Solar energy also provides major environmental benefits by reducing reliance on fossil fuels. Each kilowatt of solar energy produced means less coal, natural gas, or other carbon-emitting resources need to be burned. Widespread adoption of active solar could significantly cut greenhouse gas emissions and air pollution. This helps combat climate change and improves public health.

Challenges and Limitations

While active solar systems offer many benefits, there are some challenges and limitations to be aware of:

High Upfront Costs

The most significant barrier to widespread active solar adoption is the high initial installation cost. Complete photovoltaic and solar thermal systems require a major upfront investment that may deter some homeowners and businesses.

Intermittency of Sunlight

Active solar systems rely on consistent direct sunlight to effectively generate electricity or heat. Cloudy days and nighttime reduce output. Energy storage systems can help mitigate intermittency, but add even more upfront costs.

Aesthetic Concerns

Some homeowners associations and neighborhoods impose restrictions on visible solar installations for aesthetic reasons. Advances in solar roofing materials can help panels and tiles blend into rooftops, but other equipment remains visible.

Future Outlook

The future outlook for active solar construction is very positive. With rising energy demands, increasing climate change concerns, and improving solar technology, active solar power is projected to continue its rapid growth in the coming decades.

Many experts predict that solar power will become one of the world’s main electricity sources by 2050. Solar already provides around 3% of global electricity generation, but that figure is expected to reach 20-50% by mid-century.

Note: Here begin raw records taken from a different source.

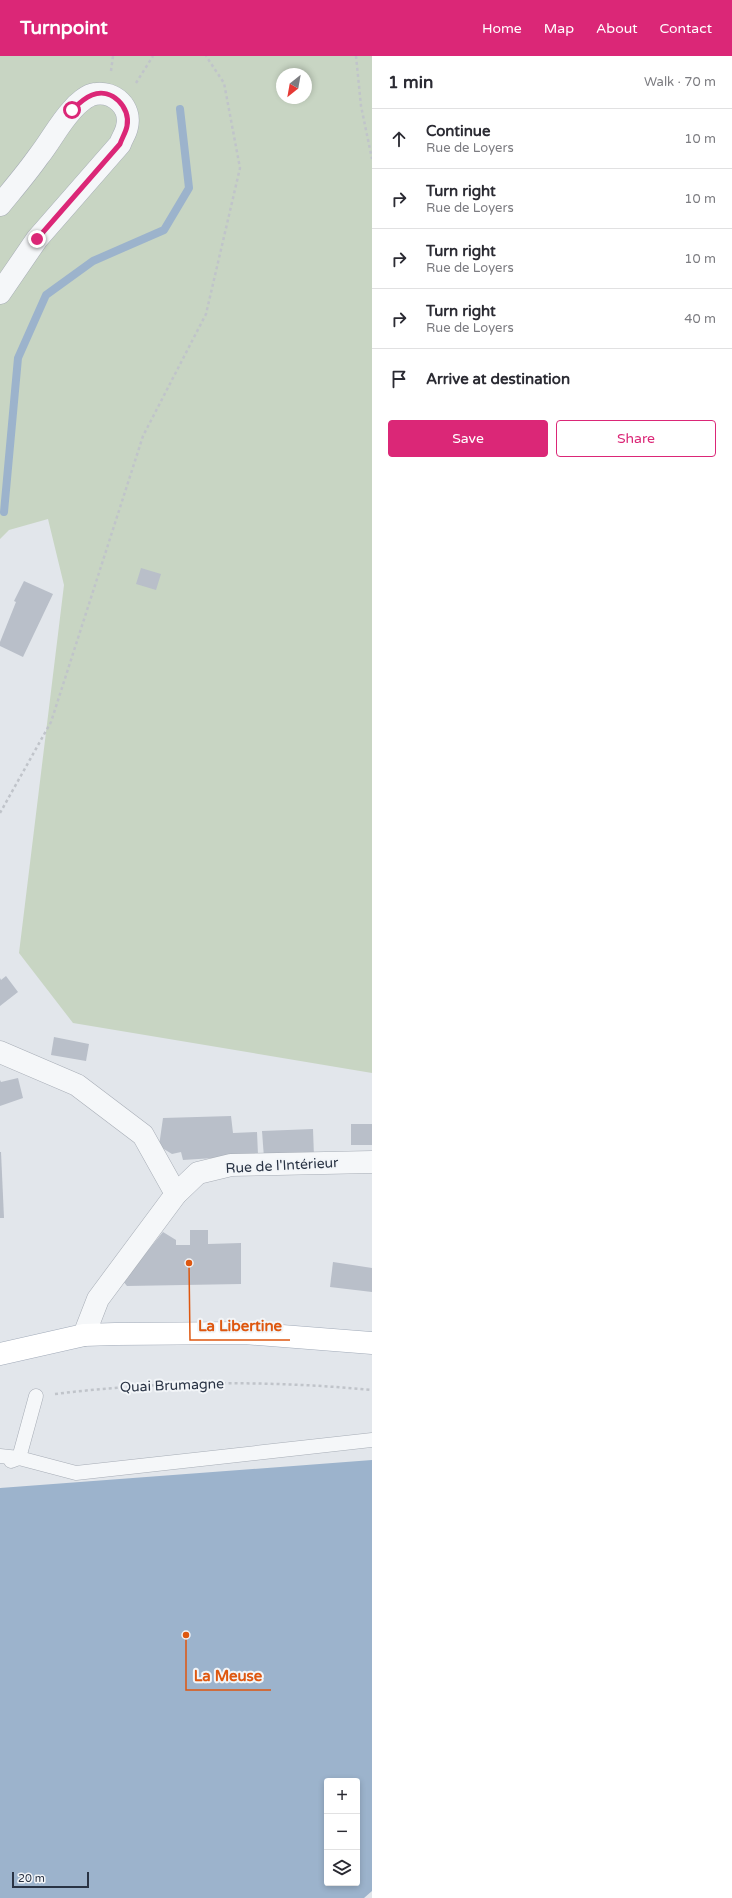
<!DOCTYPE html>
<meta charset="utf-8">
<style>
:root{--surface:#fff;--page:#f7f7f7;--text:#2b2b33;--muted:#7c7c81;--line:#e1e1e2;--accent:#db2777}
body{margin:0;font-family:"Varela Round",sans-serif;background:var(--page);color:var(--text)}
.controls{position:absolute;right:12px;bottom:12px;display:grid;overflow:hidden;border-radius:4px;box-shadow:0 2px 6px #0003}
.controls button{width:36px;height:36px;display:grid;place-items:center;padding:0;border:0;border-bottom:1px solid var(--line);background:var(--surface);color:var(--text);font:20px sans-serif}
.compass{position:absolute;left:276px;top:12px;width:36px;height:36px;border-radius:50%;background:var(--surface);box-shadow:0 2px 6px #0003;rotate:211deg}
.scale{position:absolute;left:12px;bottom:10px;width:77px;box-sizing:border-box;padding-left:4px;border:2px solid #293344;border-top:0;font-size:11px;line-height:14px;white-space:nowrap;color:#293344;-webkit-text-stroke:3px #f2f5f8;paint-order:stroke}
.stop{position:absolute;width:12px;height:12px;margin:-9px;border:3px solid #db2777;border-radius:50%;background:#fff}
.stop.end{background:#db2777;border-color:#fff;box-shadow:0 1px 4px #0008}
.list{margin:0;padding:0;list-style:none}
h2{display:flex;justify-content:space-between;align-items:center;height:52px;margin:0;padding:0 16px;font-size:17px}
h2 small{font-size:13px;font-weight:400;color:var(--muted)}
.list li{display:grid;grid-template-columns:26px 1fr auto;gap:12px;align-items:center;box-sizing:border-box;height:60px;padding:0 16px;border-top:1px solid var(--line)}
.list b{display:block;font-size:15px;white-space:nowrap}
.list p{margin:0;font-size:13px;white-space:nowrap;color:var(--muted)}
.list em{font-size:13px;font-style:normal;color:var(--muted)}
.actions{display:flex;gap:8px;padding:12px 16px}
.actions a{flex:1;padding:9px 0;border:1px solid var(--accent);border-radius:4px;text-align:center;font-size:14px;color:var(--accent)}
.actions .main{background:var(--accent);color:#fff}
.icon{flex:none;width:22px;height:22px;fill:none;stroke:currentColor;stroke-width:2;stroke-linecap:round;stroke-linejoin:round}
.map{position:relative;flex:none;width:372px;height:1842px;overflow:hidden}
header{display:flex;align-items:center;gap:24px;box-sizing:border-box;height:56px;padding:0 20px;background:var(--accent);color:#fff}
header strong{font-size:19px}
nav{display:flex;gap:22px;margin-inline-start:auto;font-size:14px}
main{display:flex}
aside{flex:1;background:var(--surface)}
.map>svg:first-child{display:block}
.green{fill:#c8d5c3;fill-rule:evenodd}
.water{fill:#9cb3cc;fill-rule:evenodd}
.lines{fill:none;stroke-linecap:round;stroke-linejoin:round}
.stream{stroke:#9cb3cc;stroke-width:8}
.building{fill:#b9bfc9}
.service-casing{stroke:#a7adb6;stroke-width:15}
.minor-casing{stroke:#a7adb6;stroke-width:23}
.tertiary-casing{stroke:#a7adb6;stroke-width:23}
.primary-casing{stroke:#a1aab8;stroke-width:23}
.path{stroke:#c0c4ca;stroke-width:2.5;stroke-dasharray:3 3;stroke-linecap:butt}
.service{stroke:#f5f7f9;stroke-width:14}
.minor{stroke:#f5f7f9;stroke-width:22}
.tertiary{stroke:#f5f7f9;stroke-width:22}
.primary{stroke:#fff;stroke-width:22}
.route{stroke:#db2777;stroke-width:5}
.labels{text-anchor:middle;stroke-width:4;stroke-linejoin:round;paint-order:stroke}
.street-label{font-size:14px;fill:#293344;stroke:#f2f5f8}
.leader{fill:none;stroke:#de570f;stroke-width:1.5}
.callout-dot{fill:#de570f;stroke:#f2f5f8;stroke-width:1.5}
.callout-label{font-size:15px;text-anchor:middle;font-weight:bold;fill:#de570f;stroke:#f2f5f8;stroke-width:4;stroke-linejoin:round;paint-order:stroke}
</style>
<header>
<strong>Turnpoint</strong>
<nav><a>Home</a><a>Map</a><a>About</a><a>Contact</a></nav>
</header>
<main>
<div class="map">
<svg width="372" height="1842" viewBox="0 0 372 1842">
<rect width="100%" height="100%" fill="#e2e6eb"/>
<path class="green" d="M 0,0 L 372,0 L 372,1017 L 73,967 L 19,897 L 64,529 L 48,463 L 9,474 L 0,483 ZM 282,18 L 306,18 L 306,42 L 282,42 Z"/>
<path class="water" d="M 372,1404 L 372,1835 L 364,1842 L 0,1842 L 0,1432 ZM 327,1725 L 357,1725 L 357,1827 L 327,1827 Z"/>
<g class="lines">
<path class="stream" d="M 4,456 L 18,302 L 46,239 L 93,205 L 164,174 L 189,132 L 180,53"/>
</g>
<g class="building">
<path d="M 141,512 L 161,518 L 156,534 L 136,528 Z"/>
<path d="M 24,525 L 53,538 L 23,601 L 0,590 L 0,586 L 16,546 L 14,545 Z"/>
<path d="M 6,920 L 18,936 L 0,950 L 0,922 L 1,924 Z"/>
<path d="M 54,981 L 89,988 L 86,1005 L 51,999 Z"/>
<path d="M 18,1022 L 23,1042 L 0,1050 L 0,1024 L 1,1026 Z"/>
<path d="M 231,1060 L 233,1077 L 257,1076 L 258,1099 L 183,1104 L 181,1096 L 172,1098 L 159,1090 L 163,1062 Z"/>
<rect x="351" y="1068" width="21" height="21"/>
<path d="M 313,1073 L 314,1101 L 264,1102 L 262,1075 Z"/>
<path d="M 0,1096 L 1,1096 L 4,1162 L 0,1162 Z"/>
<path d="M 190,1174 L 208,1174 L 208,1188 L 241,1187 L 241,1228 L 127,1230 L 123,1225 L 163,1176 L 176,1184 L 176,1189 L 190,1189 Z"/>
<path d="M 333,1206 L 372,1212 L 372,1236 L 330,1231 Z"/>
</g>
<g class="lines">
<g class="service-casing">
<g id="service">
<path d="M 0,1400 L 19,1402 L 76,1417 L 372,1384"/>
<path d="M 11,1405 L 19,1402 L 36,1340"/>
</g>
</g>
<g class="minor-casing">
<g id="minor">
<path d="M 0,996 L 77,1029 L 143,1079 L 176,1138"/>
<path d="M 84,1279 L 98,1243 L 176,1138 L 198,1117 L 231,1109 L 372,1106"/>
</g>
</g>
<g class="tertiary-casing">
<path id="tertiary" d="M 0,149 C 13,133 26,118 38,101 C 50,86 59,68 72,54 C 77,48 87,39 95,38 C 114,35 132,51 127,71 C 126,77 122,82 120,88 L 37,183 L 0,237"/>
</g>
<g class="primary-casing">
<path id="primary" d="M 0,1298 L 84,1279 L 115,1278 L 244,1277 L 372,1287"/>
</g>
<g class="path">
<path d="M 356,0 L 361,50 L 372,103"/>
<path d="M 111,15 L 113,0"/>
<path d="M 136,27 L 153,0"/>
<path d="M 0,757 L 51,666 L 143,380 L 206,258 L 240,112 L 224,27 L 206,0"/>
<path d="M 55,1338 C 160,1325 267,1324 372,1334"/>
</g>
<use href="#service" class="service"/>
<use href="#minor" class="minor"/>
<use href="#tertiary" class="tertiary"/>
<use href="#primary" class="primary"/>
</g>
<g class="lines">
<path class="route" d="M 37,183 L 120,88 C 122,82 126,76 127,70 C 131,52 112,31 92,39 C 84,42 78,48 72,54"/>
</g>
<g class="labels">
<g class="street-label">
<text transform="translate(282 1109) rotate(-3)" y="5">Rue de l'Intérieur</text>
<text transform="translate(172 1329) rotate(-2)" y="5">Quai Brumagne</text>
</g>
</g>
<path class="leader" d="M189 1207L190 1284H290M186 1579L186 1634H271"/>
<g class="callout-dot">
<circle cx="189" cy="1207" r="4"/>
<circle cx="186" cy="1579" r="4"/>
</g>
<g class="callout-label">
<text x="240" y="1275">La Libertine</text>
<text x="228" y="1625">La Meuse</text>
</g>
</svg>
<div class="controls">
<button>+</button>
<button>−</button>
<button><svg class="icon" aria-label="layers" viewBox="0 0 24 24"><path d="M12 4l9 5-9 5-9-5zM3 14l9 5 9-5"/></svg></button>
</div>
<svg class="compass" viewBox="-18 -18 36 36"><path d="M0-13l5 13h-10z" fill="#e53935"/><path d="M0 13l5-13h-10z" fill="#7c7c81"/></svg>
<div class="scale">20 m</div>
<div class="stop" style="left:72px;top:54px"></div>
<div class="stop end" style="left:37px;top:183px"></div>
</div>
<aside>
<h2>1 min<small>Walk · 70 m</small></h2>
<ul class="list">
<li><svg class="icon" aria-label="ahead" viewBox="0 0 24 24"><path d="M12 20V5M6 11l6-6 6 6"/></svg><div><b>Continue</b><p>Rue de Loyers</p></div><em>10 m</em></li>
<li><svg class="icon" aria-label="right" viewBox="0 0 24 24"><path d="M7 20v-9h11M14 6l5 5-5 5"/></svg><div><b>Turn right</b><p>Rue de Loyers</p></div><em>10 m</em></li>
<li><svg class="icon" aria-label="right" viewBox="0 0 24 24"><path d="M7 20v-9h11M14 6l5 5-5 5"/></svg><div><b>Turn right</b><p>Rue de Loyers</p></div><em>10 m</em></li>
<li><svg class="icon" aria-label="right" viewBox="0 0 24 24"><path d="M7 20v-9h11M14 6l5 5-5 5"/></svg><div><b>Turn right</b><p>Rue de Loyers</p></div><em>40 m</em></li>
<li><svg class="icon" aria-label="arrive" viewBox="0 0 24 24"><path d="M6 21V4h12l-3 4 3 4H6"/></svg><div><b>Arrive at destination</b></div></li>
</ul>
<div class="actions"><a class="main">Save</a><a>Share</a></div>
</aside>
</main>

Several factors point towards the growing global adoption of active solar power:

• Falling costs – Solar panel prices have dropped over 90% in the last decade, making solar power competitive with fossil fuels.
• Supportive policies – Over 130 countries have renewable energy targets, incentives and mandates to encourage solar adoption.
• Corporate investments – Major companies like Amazon, Apple and Google are investing billions into large-scale solar projects.
• Grid integration – Developments in energy storage and smart grids will enable greater integration of solar power into energy systems.

On the technology front, improvements in solar cell efficiency, system performance and new advanced solar technologies like floating solar and solar paint promise to further drive growth.

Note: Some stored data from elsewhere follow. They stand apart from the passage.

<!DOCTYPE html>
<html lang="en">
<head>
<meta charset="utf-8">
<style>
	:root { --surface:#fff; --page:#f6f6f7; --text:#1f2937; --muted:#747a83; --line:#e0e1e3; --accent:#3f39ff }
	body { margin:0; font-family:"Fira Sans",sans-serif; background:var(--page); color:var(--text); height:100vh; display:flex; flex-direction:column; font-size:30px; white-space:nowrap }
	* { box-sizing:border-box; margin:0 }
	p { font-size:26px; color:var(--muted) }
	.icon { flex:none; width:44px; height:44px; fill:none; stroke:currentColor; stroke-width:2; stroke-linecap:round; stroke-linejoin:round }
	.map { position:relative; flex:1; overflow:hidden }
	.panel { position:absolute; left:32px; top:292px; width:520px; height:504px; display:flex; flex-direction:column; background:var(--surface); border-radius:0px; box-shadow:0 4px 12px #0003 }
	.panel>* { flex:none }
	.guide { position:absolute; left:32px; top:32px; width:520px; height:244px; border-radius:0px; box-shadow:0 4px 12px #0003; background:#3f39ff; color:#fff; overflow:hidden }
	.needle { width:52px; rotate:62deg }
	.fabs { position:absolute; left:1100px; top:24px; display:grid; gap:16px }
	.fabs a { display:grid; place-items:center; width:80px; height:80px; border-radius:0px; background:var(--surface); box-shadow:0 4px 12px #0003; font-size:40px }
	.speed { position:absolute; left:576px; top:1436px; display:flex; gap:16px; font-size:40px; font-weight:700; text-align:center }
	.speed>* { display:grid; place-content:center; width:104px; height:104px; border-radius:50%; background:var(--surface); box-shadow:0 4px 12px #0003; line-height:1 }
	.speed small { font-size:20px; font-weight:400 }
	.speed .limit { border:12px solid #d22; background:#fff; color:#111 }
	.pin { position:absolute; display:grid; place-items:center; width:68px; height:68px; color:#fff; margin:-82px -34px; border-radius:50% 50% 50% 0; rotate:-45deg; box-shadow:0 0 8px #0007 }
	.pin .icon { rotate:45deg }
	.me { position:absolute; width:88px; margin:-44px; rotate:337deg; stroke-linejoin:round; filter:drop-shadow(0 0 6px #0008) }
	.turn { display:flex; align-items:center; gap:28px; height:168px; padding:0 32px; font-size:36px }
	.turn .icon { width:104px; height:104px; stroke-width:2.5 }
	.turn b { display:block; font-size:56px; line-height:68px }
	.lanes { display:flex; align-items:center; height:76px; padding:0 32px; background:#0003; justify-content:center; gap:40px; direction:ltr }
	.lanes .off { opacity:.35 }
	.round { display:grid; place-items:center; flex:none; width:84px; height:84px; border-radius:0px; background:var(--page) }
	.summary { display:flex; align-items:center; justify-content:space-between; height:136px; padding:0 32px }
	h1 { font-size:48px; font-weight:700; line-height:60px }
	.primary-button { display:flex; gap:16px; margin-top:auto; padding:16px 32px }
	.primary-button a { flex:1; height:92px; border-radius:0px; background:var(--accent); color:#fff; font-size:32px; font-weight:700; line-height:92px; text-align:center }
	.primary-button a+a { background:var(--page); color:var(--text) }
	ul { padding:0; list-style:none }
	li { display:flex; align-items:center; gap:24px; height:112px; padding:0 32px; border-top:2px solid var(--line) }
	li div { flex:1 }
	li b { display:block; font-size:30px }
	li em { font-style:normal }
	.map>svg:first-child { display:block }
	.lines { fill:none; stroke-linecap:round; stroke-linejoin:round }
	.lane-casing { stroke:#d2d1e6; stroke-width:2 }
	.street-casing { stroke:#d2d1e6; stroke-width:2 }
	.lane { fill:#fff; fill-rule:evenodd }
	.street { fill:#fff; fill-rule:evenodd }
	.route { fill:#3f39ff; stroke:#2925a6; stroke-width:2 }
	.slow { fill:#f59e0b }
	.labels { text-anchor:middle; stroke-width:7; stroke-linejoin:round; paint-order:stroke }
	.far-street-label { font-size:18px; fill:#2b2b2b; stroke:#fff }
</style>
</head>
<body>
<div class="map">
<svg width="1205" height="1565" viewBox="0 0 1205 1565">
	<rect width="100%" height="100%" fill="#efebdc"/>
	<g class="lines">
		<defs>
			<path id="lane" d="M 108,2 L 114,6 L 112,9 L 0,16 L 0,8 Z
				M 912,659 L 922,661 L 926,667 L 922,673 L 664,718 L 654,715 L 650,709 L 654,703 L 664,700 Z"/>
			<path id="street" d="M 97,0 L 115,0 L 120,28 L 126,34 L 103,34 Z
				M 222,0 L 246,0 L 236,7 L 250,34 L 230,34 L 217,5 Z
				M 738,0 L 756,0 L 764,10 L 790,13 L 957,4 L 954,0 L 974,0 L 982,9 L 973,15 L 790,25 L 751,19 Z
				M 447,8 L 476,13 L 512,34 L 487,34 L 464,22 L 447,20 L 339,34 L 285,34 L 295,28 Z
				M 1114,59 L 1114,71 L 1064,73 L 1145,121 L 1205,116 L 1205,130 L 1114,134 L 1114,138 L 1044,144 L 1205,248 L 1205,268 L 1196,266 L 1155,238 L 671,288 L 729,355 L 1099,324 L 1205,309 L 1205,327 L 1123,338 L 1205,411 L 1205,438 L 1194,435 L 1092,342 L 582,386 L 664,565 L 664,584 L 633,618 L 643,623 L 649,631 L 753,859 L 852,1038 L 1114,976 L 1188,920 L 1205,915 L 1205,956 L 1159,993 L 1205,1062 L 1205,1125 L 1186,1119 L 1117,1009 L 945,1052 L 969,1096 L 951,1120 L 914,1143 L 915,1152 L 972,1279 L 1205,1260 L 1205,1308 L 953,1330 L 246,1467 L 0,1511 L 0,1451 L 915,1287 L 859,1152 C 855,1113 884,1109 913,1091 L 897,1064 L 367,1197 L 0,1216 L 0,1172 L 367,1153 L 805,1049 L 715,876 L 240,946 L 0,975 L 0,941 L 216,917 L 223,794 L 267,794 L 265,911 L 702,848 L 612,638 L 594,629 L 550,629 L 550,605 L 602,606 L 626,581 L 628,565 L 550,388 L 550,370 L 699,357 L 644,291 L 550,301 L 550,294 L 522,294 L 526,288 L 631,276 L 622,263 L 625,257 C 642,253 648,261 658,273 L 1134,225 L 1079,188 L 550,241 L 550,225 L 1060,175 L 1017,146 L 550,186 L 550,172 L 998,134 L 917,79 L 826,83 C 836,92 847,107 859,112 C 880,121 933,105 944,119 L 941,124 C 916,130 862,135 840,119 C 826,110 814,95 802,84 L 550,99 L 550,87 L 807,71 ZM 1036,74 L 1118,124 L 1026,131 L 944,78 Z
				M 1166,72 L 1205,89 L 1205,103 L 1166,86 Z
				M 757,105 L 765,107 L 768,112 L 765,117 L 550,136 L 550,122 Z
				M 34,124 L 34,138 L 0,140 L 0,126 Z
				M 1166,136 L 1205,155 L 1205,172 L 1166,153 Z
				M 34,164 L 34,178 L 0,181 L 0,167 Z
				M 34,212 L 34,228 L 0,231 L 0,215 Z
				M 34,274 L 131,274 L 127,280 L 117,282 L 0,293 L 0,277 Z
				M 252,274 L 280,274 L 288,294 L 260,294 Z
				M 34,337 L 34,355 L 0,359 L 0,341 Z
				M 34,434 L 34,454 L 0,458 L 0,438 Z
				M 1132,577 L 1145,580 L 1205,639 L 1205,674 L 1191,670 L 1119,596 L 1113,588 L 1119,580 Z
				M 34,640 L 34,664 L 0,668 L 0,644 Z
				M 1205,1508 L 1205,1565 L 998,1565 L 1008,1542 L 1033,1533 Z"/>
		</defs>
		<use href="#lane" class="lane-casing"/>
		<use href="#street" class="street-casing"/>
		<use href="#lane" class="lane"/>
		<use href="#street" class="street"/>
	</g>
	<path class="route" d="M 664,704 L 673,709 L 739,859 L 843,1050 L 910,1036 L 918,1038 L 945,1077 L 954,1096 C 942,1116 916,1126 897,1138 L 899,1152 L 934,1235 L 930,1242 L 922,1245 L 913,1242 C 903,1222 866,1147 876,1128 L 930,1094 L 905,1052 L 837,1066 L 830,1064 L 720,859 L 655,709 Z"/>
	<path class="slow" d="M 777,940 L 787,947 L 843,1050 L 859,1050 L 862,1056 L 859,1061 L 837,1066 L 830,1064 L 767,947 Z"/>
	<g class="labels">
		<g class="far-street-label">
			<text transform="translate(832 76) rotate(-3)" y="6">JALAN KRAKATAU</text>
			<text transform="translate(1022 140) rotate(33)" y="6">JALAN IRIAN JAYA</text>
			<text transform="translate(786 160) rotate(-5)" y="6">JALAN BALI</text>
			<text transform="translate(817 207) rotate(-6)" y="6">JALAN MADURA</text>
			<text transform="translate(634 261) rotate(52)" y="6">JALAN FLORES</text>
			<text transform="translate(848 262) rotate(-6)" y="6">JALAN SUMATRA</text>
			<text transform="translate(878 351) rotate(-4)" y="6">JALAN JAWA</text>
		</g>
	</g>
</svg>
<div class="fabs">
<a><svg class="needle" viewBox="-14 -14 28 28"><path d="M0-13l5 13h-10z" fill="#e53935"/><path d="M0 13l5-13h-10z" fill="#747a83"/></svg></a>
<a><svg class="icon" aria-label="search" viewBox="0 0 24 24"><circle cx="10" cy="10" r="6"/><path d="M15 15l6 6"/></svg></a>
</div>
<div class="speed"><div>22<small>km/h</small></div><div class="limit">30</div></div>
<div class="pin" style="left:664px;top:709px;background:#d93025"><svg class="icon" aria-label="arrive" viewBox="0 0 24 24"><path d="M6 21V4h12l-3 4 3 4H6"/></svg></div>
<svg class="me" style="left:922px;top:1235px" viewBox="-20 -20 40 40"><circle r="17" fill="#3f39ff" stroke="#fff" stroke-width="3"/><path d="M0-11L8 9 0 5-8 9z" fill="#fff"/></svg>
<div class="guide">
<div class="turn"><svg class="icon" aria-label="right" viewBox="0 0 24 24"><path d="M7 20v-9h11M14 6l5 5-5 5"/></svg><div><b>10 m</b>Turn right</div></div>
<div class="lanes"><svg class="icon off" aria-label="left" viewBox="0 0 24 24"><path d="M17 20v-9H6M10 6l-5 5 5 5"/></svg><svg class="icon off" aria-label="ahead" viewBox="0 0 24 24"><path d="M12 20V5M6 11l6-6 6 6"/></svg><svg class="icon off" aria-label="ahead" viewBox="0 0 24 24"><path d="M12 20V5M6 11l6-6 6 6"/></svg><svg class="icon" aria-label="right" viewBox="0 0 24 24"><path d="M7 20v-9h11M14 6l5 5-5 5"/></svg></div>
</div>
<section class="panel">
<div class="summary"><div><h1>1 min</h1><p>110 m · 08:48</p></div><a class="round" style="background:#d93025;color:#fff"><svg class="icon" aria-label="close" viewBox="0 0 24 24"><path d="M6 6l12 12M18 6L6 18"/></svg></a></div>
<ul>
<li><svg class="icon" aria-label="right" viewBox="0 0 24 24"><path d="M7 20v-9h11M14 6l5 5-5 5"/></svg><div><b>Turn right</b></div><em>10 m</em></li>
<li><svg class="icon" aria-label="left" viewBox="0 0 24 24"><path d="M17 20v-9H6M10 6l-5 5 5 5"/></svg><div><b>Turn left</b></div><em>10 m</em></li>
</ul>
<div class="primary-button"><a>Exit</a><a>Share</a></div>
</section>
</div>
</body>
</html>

Many national and international energy projections have solar power playing a major role in future electricity supply:

• The IEA predicts solar PV capacity will reach over 4700 gigawatts by 2050 under its Sustainable Development Scenario.
• The IRENA estimates that under an energy transition pathway consistent with the Paris Agreement, solar power could supply up to 22% of global electricity by 2030 and nearly 50% by 2050.
• According to projections by the U.S. Energy Information Administration, global solar generation capacity will increase from about 580 gigawatts in 2018 to over 2500 gigawatts by 2050.

Realizing these bright projections for solar will require sustained policy support, technological innovations, grid flexibility and storage solutions. But themomentum behind active solar power continues to accelerate, promising a sunnier energy future.